▸ **Records provided**:
******

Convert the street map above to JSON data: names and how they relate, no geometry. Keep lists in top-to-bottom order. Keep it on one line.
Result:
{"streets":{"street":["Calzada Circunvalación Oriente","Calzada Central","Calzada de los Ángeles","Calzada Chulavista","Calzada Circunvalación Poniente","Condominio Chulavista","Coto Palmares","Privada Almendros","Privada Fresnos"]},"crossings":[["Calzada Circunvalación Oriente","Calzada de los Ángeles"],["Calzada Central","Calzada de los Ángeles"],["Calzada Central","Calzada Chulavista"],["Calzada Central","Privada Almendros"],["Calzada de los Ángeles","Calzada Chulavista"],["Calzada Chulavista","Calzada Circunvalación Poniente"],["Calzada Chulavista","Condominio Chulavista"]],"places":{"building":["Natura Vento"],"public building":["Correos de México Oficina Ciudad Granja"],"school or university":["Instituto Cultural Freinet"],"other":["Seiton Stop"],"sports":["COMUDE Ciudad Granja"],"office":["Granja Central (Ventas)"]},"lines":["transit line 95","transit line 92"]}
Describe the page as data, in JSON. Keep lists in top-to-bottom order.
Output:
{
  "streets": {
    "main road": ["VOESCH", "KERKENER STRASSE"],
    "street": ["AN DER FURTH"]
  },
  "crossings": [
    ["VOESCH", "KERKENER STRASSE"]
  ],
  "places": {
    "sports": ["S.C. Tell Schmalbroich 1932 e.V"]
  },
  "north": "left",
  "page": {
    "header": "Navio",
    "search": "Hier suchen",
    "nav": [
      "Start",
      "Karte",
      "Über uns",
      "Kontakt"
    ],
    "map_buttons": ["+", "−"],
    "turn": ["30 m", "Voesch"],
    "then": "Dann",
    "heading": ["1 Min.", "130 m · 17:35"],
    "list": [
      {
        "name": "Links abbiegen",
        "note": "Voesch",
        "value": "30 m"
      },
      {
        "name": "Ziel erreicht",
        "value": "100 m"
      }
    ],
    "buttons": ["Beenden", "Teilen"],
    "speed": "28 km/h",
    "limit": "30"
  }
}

******

▸ **Task directions**: Nothing in the records may be dropped; reproduce them exactly.

▸ **Answer to this exercise**:
Convert the street map above to JSON data: names and how they relate, no geometry. Keep lists in top-to-bottom order. Keep it on one line.
Result:
{"streets":{"street":["Calzada Circunvalación Oriente","Calzada Central","Calzada de los Ángeles","Calzada Chulavista","Calzada Circunvalación Poniente","Condominio Chulavista","Coto Palmares","Privada Almendros","Privada Fresnos"]},"crossings":[["Calzada Circunvalación Oriente","Calzada de los Ángeles"],["Calzada Central","Calzada de los Ángeles"],["Calzada Central","Calzada Chulavista"],["Calzada Central","Privada Almendros"],["Calzada de los Ángeles","Calzada Chulavista"],["Calzada Chulavista","Calzada Circunvalación Poniente"],["Calzada Chulavista","Condominio Chulavista"]],"places":{"building":["Natura Vento"],"public building":["Correos de México Oficina Ciudad Granja"],"school or university":["Instituto Cultural Freinet"],"other":["Seiton Stop"],"sports":["COMUDE Ciudad Granja"],"office":["Granja Central (Ventas)"]},"lines":["transit line 95","transit line 92"]}
Describe the page as data, in JSON. Keep lists in top-to-bottom order.
Output:
{
  "streets": {
    "main road": ["VOESCH", "KERKENER STRASSE"],
    "street": ["AN DER FURTH"]
  },
  "crossings": [
    ["VOESCH", "KERKENER STRASSE"]
  ],
  "places": {
    "sports": ["S.C. Tell Schmalbroich 1932 e.V"]
  },
  "north": "left",
  "page": {
    "header": "Navio",
    "search": "Hier suchen",
    "nav": [
      "Start",
      "Karte",
      "Über uns",
      "Kontakt"
    ],
    "map_buttons": ["+", "−"],
    "turn": ["30 m", "Voesch"],
    "then": "Dann",
    "heading": ["1 Min.", "130 m · 17:35"],
    "list": [
      {
        "name": "Links abbiegen",
        "note": "Voesch",
        "value": "30 m"
      },
      {
        "name": "Ziel erreicht",
        "value": "100 m"
      }
    ],
    "buttons": ["Beenden", "Teilen"],
    "speed": "28 km/h",
    "limit": "30"
  }
}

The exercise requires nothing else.